SEVERSON: At least 30 kids from this village alone have been operated on for fluorosis; another 20 in a village over here. That means these kids could walk again or at least walk without pain. Doctors estimate that 500,000 kids in Africa are suffering from this disease.
Here in northern Tanzania, it seems that most everyone knows of Dr. Jacobson. This shop owner, who is Muslim, says the Lutheran doctor is a life-saver and man of God.
Ms. AZECZ: They always asked God to help them in the day-to-day work.
SEVERSON: Whether it was a Christian God or a Muslim God?
Ms. AZECZ: It’s God. It’s God. There’s only one God as we believe — your God, our God. It’s the same up there.
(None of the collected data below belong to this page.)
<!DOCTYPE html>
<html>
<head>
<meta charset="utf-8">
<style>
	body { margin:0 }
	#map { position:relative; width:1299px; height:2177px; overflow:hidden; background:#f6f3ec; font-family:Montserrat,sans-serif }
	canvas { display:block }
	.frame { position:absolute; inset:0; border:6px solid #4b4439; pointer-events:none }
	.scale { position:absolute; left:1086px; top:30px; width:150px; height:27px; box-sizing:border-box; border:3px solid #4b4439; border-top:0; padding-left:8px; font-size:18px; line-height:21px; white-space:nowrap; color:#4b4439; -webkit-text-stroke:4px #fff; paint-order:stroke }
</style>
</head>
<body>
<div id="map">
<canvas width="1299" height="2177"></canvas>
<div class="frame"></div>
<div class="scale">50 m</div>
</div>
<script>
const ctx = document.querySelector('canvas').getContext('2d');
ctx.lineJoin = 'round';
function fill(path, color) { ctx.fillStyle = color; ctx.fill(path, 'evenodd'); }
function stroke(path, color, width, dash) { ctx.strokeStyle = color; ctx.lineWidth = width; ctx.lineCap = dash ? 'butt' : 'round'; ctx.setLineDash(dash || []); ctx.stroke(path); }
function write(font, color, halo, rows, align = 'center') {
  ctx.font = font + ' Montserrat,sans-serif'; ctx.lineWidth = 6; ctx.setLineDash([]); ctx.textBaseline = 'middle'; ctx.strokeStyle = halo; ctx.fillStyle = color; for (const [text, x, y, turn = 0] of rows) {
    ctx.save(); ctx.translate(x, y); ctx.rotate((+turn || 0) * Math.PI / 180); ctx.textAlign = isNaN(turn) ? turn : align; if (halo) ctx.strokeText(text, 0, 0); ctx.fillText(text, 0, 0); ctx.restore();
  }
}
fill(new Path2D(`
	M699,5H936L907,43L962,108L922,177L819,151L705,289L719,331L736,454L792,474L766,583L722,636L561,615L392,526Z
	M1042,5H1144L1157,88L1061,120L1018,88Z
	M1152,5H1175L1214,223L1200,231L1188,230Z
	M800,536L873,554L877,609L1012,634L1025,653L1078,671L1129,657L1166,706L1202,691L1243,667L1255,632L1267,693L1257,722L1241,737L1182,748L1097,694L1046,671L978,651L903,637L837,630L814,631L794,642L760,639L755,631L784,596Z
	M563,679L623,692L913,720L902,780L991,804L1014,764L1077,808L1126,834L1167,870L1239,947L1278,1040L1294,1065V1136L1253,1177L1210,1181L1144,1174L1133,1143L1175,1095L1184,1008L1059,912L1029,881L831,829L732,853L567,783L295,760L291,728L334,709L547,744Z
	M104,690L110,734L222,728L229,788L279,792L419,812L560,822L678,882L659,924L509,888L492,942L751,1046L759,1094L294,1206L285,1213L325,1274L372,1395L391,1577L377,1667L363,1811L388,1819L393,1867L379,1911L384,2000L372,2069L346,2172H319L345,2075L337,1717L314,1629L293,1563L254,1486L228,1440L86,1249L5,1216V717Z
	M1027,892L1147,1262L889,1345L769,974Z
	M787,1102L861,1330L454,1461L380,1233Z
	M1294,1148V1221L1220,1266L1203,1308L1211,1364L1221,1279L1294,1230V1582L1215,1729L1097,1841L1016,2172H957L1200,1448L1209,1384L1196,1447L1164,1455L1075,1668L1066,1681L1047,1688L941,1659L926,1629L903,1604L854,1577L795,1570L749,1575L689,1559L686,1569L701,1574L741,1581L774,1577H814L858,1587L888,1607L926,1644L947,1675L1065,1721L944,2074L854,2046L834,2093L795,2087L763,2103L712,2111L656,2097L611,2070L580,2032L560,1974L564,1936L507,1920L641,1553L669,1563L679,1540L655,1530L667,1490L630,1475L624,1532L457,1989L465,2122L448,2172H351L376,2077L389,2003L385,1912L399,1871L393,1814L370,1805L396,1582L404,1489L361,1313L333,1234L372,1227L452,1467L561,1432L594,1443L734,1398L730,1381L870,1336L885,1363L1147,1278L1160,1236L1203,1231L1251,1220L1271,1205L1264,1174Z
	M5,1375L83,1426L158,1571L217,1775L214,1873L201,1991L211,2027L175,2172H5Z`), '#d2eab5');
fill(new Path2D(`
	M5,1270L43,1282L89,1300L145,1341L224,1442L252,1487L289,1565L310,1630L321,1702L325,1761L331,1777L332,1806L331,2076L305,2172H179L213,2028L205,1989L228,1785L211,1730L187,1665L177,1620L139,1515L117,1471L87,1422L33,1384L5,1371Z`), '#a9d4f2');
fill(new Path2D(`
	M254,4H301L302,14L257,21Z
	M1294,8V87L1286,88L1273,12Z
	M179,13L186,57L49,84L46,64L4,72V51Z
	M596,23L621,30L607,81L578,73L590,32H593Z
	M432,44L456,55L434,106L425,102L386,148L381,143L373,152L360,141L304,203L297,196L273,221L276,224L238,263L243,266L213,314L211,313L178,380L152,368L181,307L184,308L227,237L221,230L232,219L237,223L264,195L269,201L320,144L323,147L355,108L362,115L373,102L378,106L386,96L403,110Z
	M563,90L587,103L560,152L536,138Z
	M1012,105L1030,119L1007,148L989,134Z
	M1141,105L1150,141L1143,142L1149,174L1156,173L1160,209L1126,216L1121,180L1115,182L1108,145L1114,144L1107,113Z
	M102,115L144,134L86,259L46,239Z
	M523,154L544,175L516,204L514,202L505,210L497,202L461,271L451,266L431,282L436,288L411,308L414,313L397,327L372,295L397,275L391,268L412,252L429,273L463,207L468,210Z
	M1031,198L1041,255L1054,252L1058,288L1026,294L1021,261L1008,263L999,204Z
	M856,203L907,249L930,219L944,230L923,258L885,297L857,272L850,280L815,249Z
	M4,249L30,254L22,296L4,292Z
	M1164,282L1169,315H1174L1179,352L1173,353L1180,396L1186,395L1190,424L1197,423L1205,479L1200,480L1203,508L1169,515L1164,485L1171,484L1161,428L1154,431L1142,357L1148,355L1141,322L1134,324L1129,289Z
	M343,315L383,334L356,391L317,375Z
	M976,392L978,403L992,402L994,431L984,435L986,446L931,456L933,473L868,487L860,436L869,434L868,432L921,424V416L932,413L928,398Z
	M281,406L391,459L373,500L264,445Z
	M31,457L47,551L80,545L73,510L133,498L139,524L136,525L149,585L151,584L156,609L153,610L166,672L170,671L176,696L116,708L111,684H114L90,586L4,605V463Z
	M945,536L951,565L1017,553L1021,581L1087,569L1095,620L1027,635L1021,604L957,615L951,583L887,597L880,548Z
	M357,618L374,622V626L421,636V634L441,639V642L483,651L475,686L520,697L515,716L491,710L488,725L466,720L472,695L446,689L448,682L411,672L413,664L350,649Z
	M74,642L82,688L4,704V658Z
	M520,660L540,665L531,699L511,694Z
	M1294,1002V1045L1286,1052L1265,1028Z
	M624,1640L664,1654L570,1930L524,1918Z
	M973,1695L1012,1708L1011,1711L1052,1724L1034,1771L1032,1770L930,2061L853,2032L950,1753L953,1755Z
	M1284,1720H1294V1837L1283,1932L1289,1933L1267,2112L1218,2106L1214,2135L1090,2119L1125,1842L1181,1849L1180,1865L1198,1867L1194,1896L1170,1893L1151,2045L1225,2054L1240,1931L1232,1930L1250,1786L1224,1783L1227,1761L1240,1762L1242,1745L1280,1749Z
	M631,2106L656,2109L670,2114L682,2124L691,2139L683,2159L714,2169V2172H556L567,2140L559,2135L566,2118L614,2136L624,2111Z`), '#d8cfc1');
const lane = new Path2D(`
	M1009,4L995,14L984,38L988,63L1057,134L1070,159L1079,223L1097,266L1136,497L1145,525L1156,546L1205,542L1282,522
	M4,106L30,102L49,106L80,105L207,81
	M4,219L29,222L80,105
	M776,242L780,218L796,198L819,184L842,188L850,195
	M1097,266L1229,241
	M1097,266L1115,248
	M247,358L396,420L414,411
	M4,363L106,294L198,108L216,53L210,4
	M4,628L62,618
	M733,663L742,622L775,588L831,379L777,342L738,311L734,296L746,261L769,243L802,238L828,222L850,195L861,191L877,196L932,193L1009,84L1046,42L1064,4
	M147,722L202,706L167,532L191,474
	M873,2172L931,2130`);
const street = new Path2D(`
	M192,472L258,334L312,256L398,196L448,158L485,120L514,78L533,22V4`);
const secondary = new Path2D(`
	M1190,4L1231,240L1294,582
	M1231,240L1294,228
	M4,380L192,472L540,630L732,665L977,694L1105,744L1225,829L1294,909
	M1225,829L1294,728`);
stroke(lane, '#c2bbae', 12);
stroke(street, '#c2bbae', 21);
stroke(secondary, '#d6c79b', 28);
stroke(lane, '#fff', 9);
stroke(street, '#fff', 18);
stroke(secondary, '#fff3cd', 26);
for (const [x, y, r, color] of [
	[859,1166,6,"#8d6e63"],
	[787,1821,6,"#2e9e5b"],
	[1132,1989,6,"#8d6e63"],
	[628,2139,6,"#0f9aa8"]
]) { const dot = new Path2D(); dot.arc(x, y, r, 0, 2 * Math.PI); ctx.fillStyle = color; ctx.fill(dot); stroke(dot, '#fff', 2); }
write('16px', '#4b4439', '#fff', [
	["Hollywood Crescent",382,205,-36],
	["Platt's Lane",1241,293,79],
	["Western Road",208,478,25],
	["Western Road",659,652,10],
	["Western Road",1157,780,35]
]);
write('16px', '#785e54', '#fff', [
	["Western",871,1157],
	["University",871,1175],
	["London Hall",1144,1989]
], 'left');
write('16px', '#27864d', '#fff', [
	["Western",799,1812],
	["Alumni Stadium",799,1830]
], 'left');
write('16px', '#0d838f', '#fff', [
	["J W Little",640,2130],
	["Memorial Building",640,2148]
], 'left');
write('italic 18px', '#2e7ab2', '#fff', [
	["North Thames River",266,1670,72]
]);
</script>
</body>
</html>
Dr. JACOBSON: Here in Tanzania, I would say it’s malpractice to not pray with your patients, because our patients understand that a good healer — a healer and a traditional healer for the Maasai — is both a healer and a priest, an intermediary between people and God. So there’s this image of the healer being the connection between the ultimate healing power and the patient.
SEVERSON: There are some here who worry that the doctor, who has raised three daughters in Tanzania, will decide it’s time to move back to the U.S., where life will be more comfortable.
Dr. LAISER: But what I know is that Dr. Jacobson still has a lot to do. If God is going to give him help and then he is going to give him more time to stay here, we’re expecting to see much.
SEVERSON: From him?
Dr. LAISER: From him.
SEVERSON: There’s a new Lutheran hospital opening soon in the town of Arusha, one that wouldn’t be here if not for Dr. Jacobson, and there’s still so much to do.
Dr. JACOBSON: I have had so many confirmations of being where I’m supposed to be almost daily that this is a great place. This is where God wants me to be.
SEVERSON: For RELIGION & ETHICS NEWSWEEKLY, I’m Lucky Severson in Arusha, Tanzania.